1 - A solução para que a maioria do Tribunal se inclinou não mereceu a minha concordância, tendo ficado vencido como primitivo relator. O projecto de acórdão por mim apresentado concluía no sentido da inconstitucionalidade das normas do Decreto-Lei 65/87, de 6 de Fevereiro, por não ter havido audiência das organizações de trabalhadores sobre o mesmo, qualificando tal diploma como legislação do trabalho, nos termos e para os efeitos dos artigos 55.º, alínea d), e 57.º, n.º 2, alínea a), da Constituição, na versão resultante da 1.ª revisão constitucional.

Passarei a indicar os fundamentos da minha discordância relativamente à tese vencedora.

2 - O Decreto-Lei 65/87, de 6 de Fevereiro, visou suprimir a formalidade de aprovação prévia por parte da Administração dos mapas de horário de trabalho sempre que a entrada e a saída dos trabalhadores não coincidissem com o início e o termo do período de funcionamento do estabelecimento onde prestassem serviço ou quando não fosse comum a todos o intervalo de descanso. Tal formalidade de aprovação prévia, estabelecida no artigo 47.º do Decreto-Lei 409/71, de 27 de Setembro (regime geral da duração do trabalho), condicionava a validade dos próprios mapas de horário de trabalho.

O Governo, ao determinar a eliminação desta formalidade, estava a regular, indubitavelmente, uma relação jurídico-administrativa entre a administração laboral (a Inspecção-Geral do Trabalho) e as entidades patronais. Mas o facto de se tratar da alteração dos pressupostos de uma relação de direito administrativo não impede que tal diploma legal afecte a situação jurídica dos trabalhadores por conta de outrem e que deva ser considerado como sendo legislação do trabalho.

É indubitável que boa parte, pelo menos, das normas contidas no diploma sobre o regime geral da duração de trabalho constitui legislação do trabalho, nomeadamente porque nele se regula a questão da duração e horário de trabalho [cf. artigo 59.º, n.º 2, alínea b), da Constituição]. Como se escreveu no parecer 26/X da Câmara Corporativa do anterior regime político - parecer que incidiu sobre o projecto de diploma legal que veio a ser transformado no Decreto-Lei 409/71 -, «[a] duração do trabalho interessa ao trabalhador, pode-se dizer, por princípio. É algo que lhe toca de perto, como a ninguém, que se lhe inseriu na vida e a condiciona mais intimamente talvez do que qualquer outra circunstância» (in Pareceres, X Legislatura, 1971, I, p. 145). E, mais à frente, expressivamente, deixou bem vincado o referido parecer da Câmara Corporativa a importância do horário de trabalho para o trabalhador, enquanto parte de uma relação contratual com o empregador:

A conciliação dos interesses em presença passa, no estádio inicial, por um ponto em que eles se ajustam exemplarmente: o princípio da duração certa.

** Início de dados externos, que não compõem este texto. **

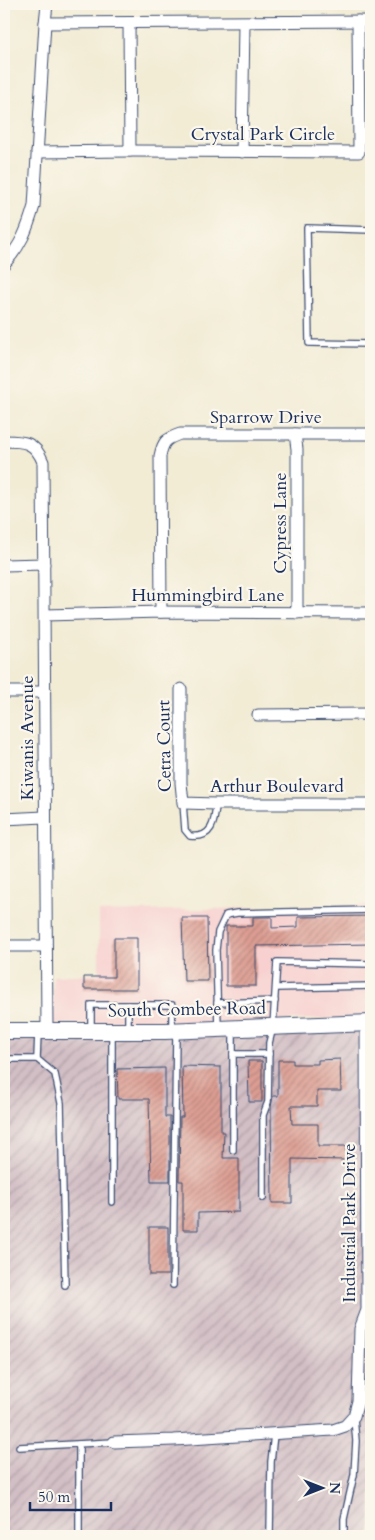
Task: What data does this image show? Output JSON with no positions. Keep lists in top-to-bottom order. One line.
{"streets":{"main road":["South Combee Road"],"street":["Crystal Park Circle","Sparrow Drive","Cypress Lane","Hummingbird Lane","Kiwanis Avenue","Cetra Court","Arthur Boulevard","Industrial Park Drive"]},"crossings":[["Sparrow Drive","Cypress Lane"],["Sparrow Drive","Hummingbird Lane"],["Cypress Lane","Hummingbird Lane"],["Hummingbird Lane","Kiwanis Avenue"],["Kiwanis Avenue","South Combee Road"],["Cetra Court","Arthur Boulevard"],["South Combee Road","Industrial Park Drive"]],"scale_bar":"50 m","north":"right"}
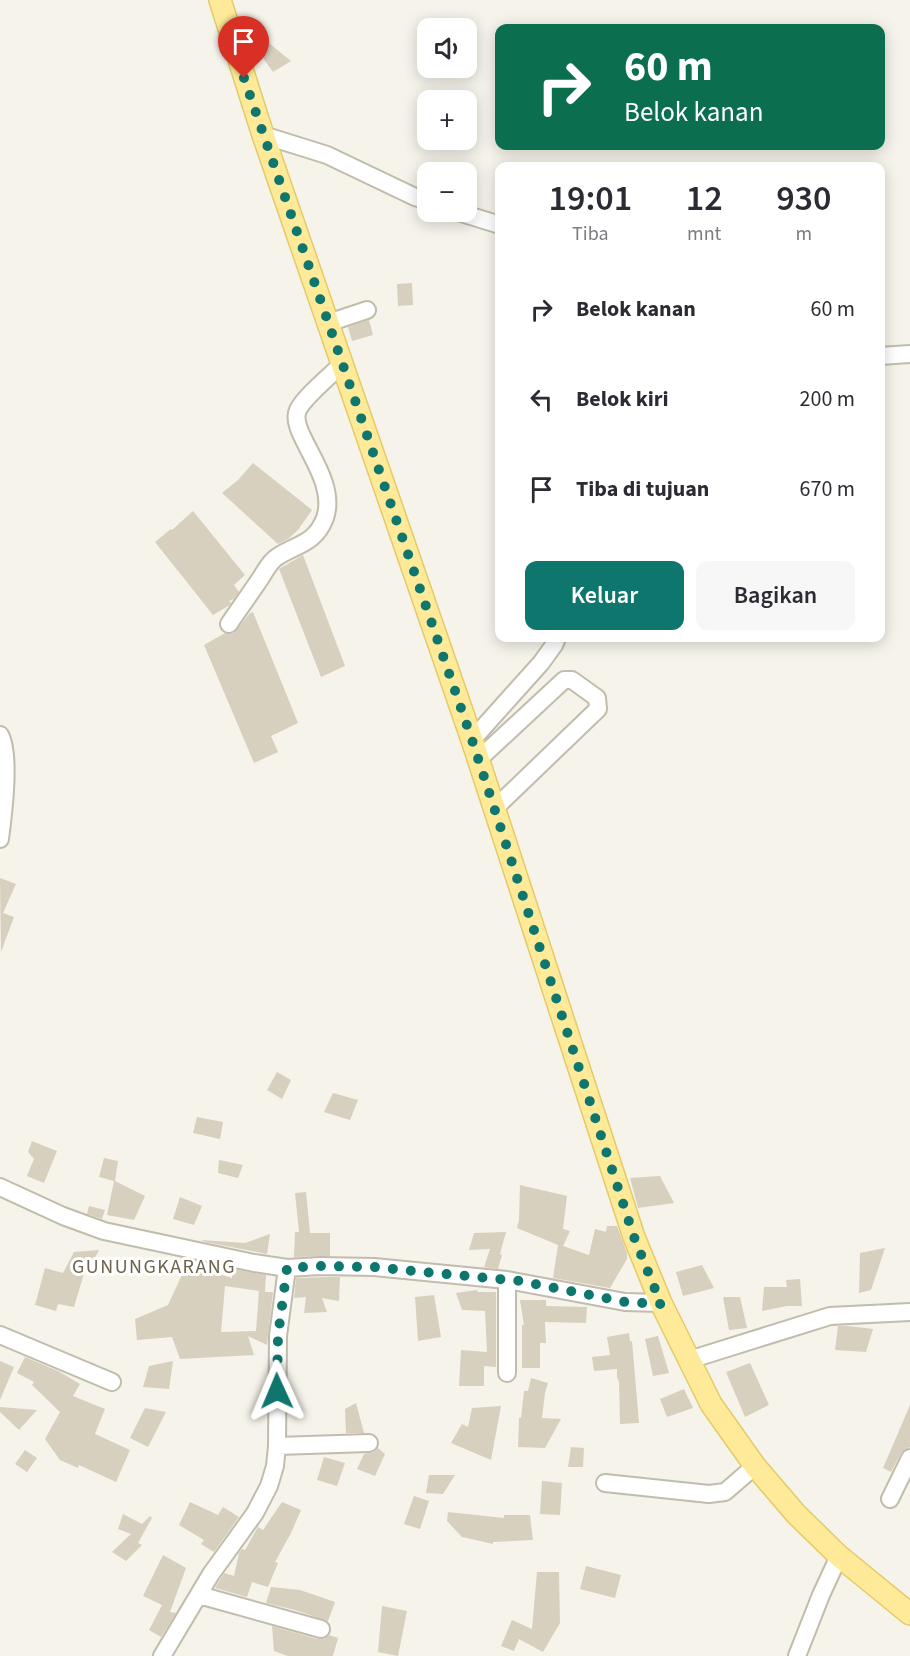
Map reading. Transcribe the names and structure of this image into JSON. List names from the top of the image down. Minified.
{"districts":["GUNUNGKARANG"],"page":{"map_buttons":["+","−"],"turn":["60 m","Belok kanan"],"eta":["19:01","Tiba","12","mnt","930","m"],"list":[{"name":"Belok kanan","value":"60 m"},{"name":"Belok kiri","value":"200 m"},{"name":"Tiba di tujuan","value":"670 m"}],"buttons":["Keluar","Bagikan"]}}
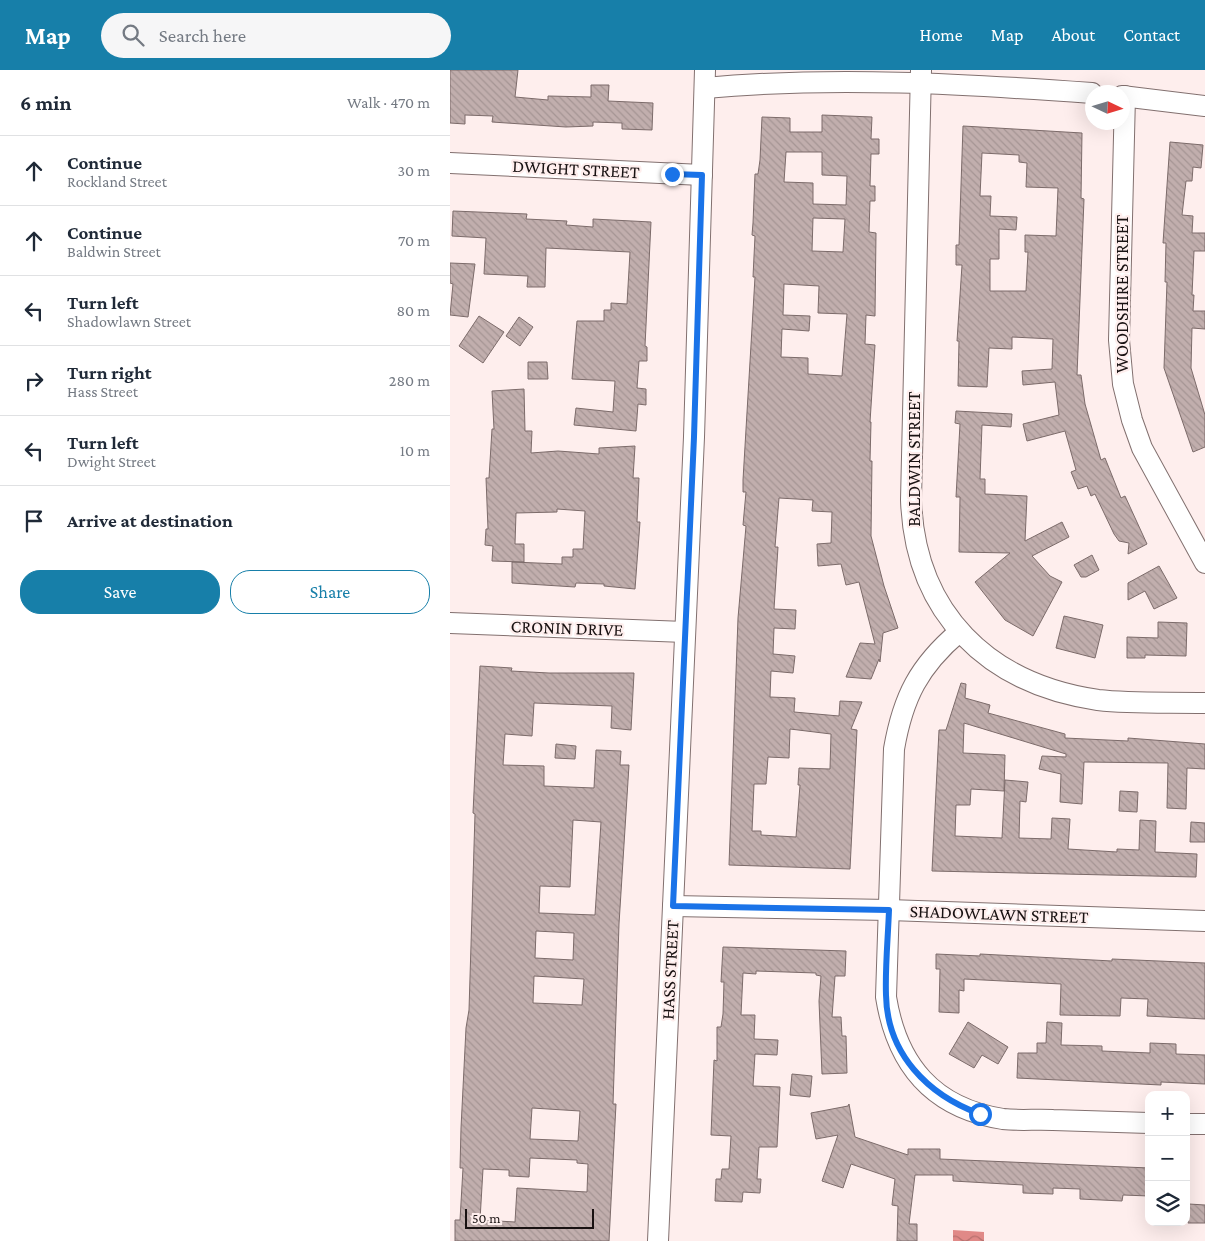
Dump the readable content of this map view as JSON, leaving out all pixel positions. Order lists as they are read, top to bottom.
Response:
{
  "streets": {
    "street": [
      "DWIGHT STREET",
      "WOODSHIRE STREET",
      "BALDWIN STREET",
      "CRONIN DRIVE",
      "SHADOWLAWN STREET",
      "HASS STREET"
    ]
  },
  "crossings": [
    ["DWIGHT STREET", "HASS STREET"],
    ["CRONIN DRIVE", "HASS STREET"],
    ["SHADOWLAWN STREET", "HASS STREET"]
  ],
  "scale_bar": "50 m",
  "north": "right",
  "page": {
    "header": "Map",
    "search": "Search here",
    "nav": [
      "Home",
      "Map",
      "About",
      "Contact"
    ],
    "heading": ["6 min", "Walk · 470 m"],
    "list": [
      ["Continue", "Rockland Street", "30 m"],
      ["Continue", "Baldwin Street", "70 m"],
      ["Turn left", "Shadowlawn Street", "80 m"],
      ["Turn right", "Hass Street", "280 m"],
      ["Turn left", "Dwight Street", "10 m"],
      "Arrive at destination"
    ],
    "buttons": ["Save", "Share"],
    "map_buttons": ["+", "−"],
    "scale": "50 m"
  }
}
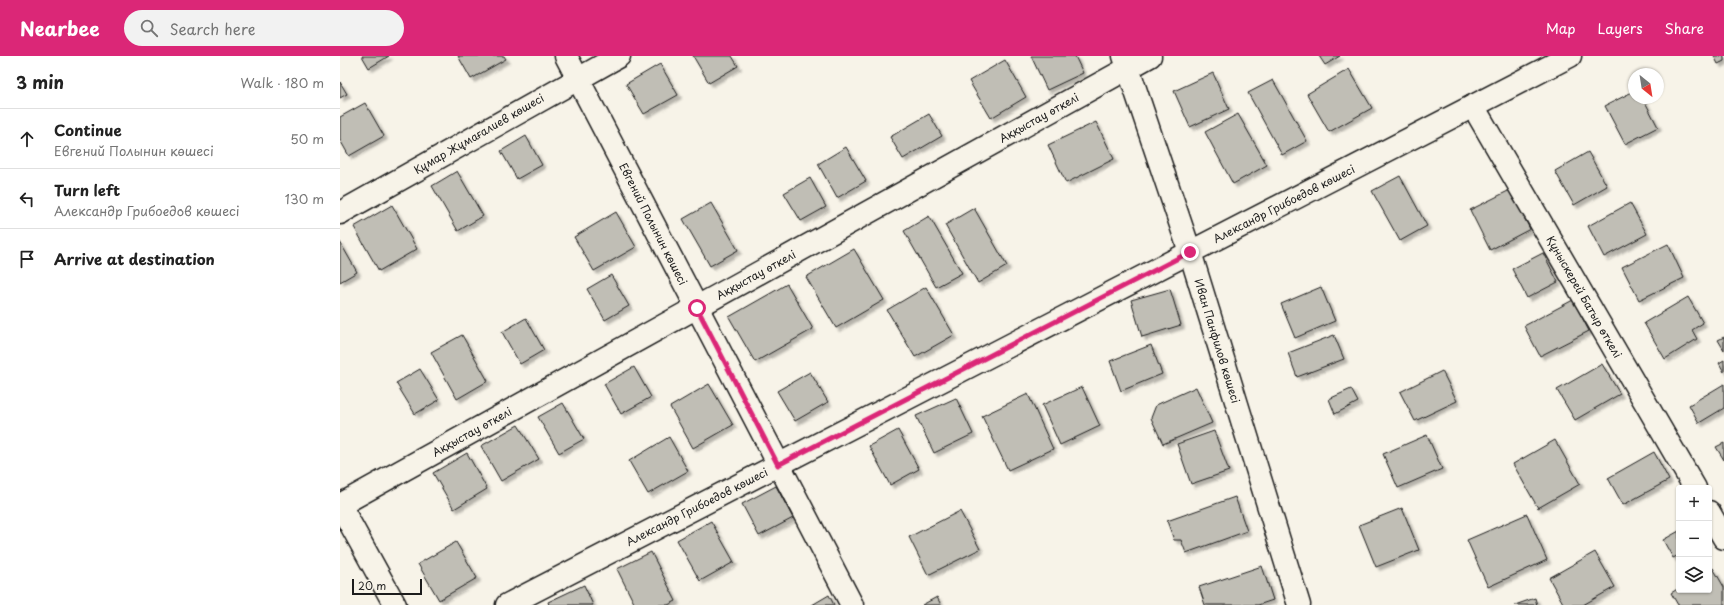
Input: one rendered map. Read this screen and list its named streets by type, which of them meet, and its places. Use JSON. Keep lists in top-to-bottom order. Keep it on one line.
{"streets":{"street":["Аққыстау өткелі","Құмар Жұмағалиев көшесі","Александр Грибоедов көшесі","Евгений Полынин көшесі","Құныскерей Батыр өткелі","Иван Панфилов көшесі"]},"crossings":[["Аққыстау өткелі","Евгений Полынин көшесі"],["Аққыстау өткелі","Иван Панфилов көшесі"],["Құмар Жұмағалиев көшесі","Евгений Полынин көшесі"],["Александр Грибоедов көшесі","Евгений Полынин көшесі"],["Александр Грибоедов көшесі","Құныскерей Батыр өткелі"],["Александр Грибоедов көшесі","Иван Панфилов көшесі"]],"scale_bar":"20 m","north":"bottom right","page":{"header":"Nearbee","search":"Search here","nav":["Map","Layers","Share"],"heading":["3 min","Walk · 180 m"],"list":[["Continue","Евгений Полынин көшесі","50 m"],["Turn left","Александр Грибоедов көшесі","130 m"],"Arrive at destination"],"map_buttons":["+","−"],"scale":"20 m"}}
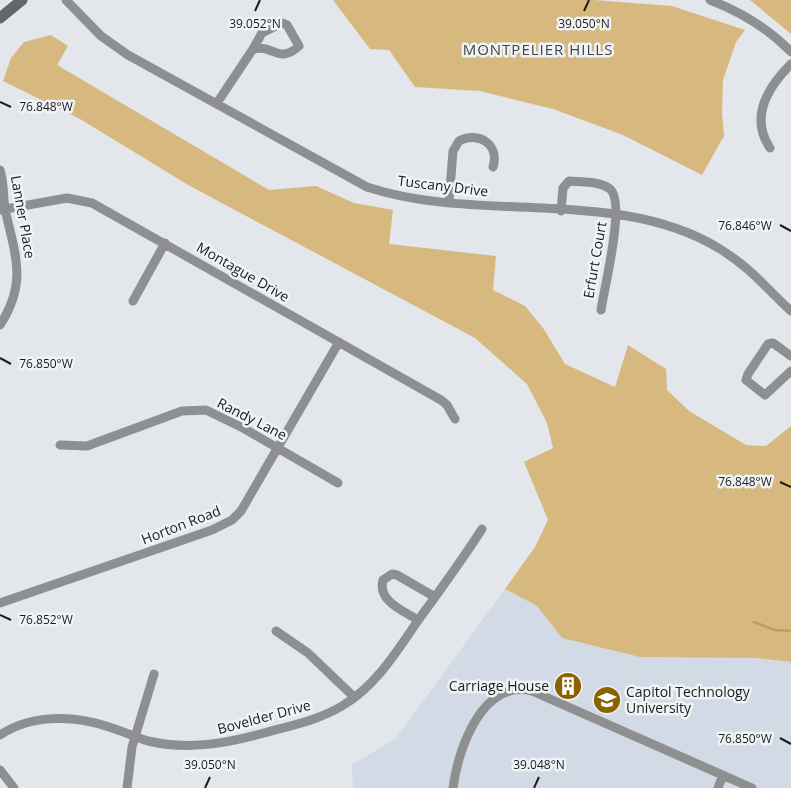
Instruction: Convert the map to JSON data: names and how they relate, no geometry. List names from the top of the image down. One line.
{"streets":{"street":["Tuscany Drive","Lanner Place","Erfurt Court","Montague Drive","Randy Lane","Horton Road","Bovelder Drive"]},"crossings":[["Tuscany Drive","Erfurt Court"],["Lanner Place","Montague Drive"],["Montague Drive","Horton Road"],["Randy Lane","Horton Road"]],"districts":["MONTPELIER HILLS"],"places":{"building":["Carriage House"],"school or university":["Capitol Technology University"]},"coordinates":["39.052°N","39.050°N","76.848°W","76.846°W","76.850°W","76.852°W","39.048°N"]}
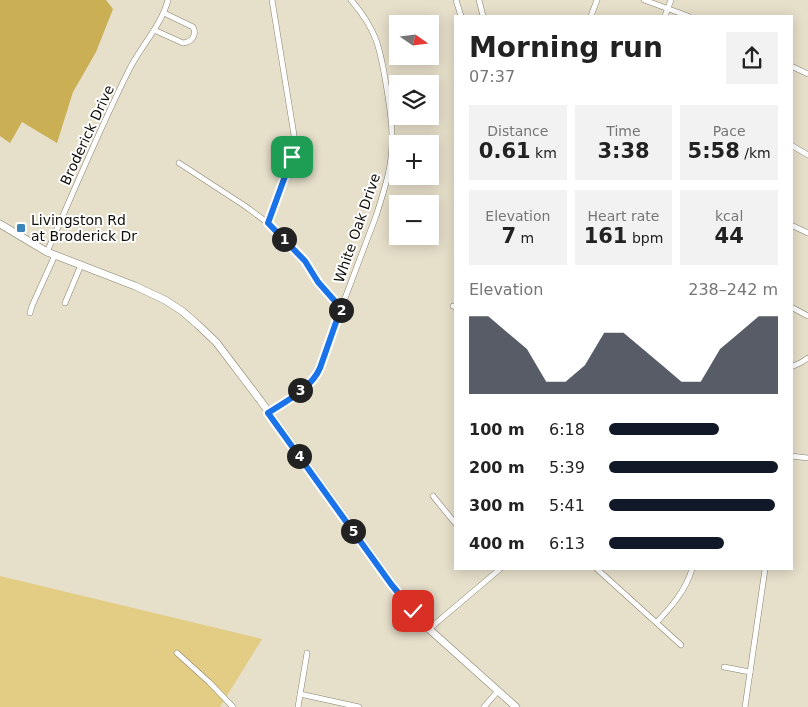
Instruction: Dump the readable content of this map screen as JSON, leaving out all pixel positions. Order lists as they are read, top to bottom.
{
  "streets": {
    "street": ["Broderick Drive", "White Oak Drive"]
  },
  "places": {
    "transit": ["Livingston Rd at Broderick Dr"]
  },
  "north": "right",
  "page": {
    "map_buttons": ["+", "−"],
    "heading": ["Morning run", "07:37"],
    "stats": [
      ["Distance", "0.61 km"],
      ["Time", "3:38"],
      ["Pace", "5:58 /km"],
      ["Elevation", "7 m"],
      ["Heart rate", "161 bpm"],
      ["kcal", "44"]
    ],
    "pins": [
      "1",
      "2",
      "3",
      "4",
      "5"
    ],
    "chart": ["Elevation", "238–242 m"],
    "list": [
      {
        "name": "100 m",
        "note": "6:18"
      },
      {
        "name": "200 m",
        "note": "5:39"
      },
      {
        "name": "300 m",
        "note": "5:41"
      },
      {
        "name": "400 m",
        "note": "6:13"
      }
    ]
  }
}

Este princípio informa a obrigação legal de elaborar o chamado «horário de trabalho».

Imaginem-se, sem dificuldade, os abusos e desarrumos de toda a espécie que em determinadas épocas da história ocasionou, e ainda hoje provocaria, se fosse concebível a carência do mínimo de certeza quanto à duração do trabalho.

Em termos actuais, o direito a horário de trabalho, contra o que as aparências porventura denunciem, é direito conferido a ambas as partes para definição temporal exacta e afirmação inequívoca da prestação de trabalho contratualmente devida. [Ob. cit., p. 151.] Impõe-se, porém, averiguar se também se deverá considerar legislação de trabalho, para efeitos de aplicação dos indicados preceitos constitucionais, a matéria, de natureza mais processual e administrativa, dos mapas de horário de trabalho.

3 - A preocupação com o modo de publicidade dos horários de trabalho dos diferentes trabalhadores de uma empresa remonta ao final do século passado e a obrigatoriedade de tal publicidade veio a ser consagrada na Convenção n.º 1 da Organização Internacional do Trabalho (OIT), adoptada em Washington em 1919, relativa à duração do trabalho na indústria (aprovada, para ratificação, por Portugal pelo Decreto 15361, de 3 de Abril de 1928). No artigo 8 º desta Convenção impõe-se a cada entidade patronal que dê conhecimento, «por meio de avisos afixados de forma visível no seu próprio estabelecimento ou em qualquer outro local conveniente, ou ainda por qualquer maneira que o Governo aprovar, das horas a que começa e acaba o trabalho ou, se este é executado por grupos de operários, das horas a que principia e termina cada turno. As horas serão fixadas de modo que não excedam os limites previstos pela presente Convenção, e, uma vez notificadas, não se poderão modificar senão de harmonia com o modo e forma de aviso aprovado pelo Governo.» [Alínea a).] Paralelamente a tal obrigação de notificação do horário de trabalho, previu esta Convenção igualmente o registo de horas suplementares prestadas por cada trabalhador.

Como se reconheceu no parecer 26/X da Câmara Corporativa, já atrás citado, a par de tais obrigações de afixação e notificação dos mapas de horário de trabalho e de elaboração de registo de trabalho suplementar, «[a] inspecção do trabalho constitui um 'aspecto distinto, mas essencial, da regulamentação do trabalho em geral' e com esse âmbito genérico deu oportunidade à Convenção n.º 81, adoptada em 1947, que 17 anos depois havia sido ratificada por 58 Estados, entre os quais Portugal» (ob. cit., p. 161).

Quer dizer, os mecanismos administrativos e processuais em matéria de trabalho subordinado revestem-se de uma importância fundamental na garantia dos direitos dos trabalhadores, razão por que estes últimos não são indiferentes às respectivas modificações.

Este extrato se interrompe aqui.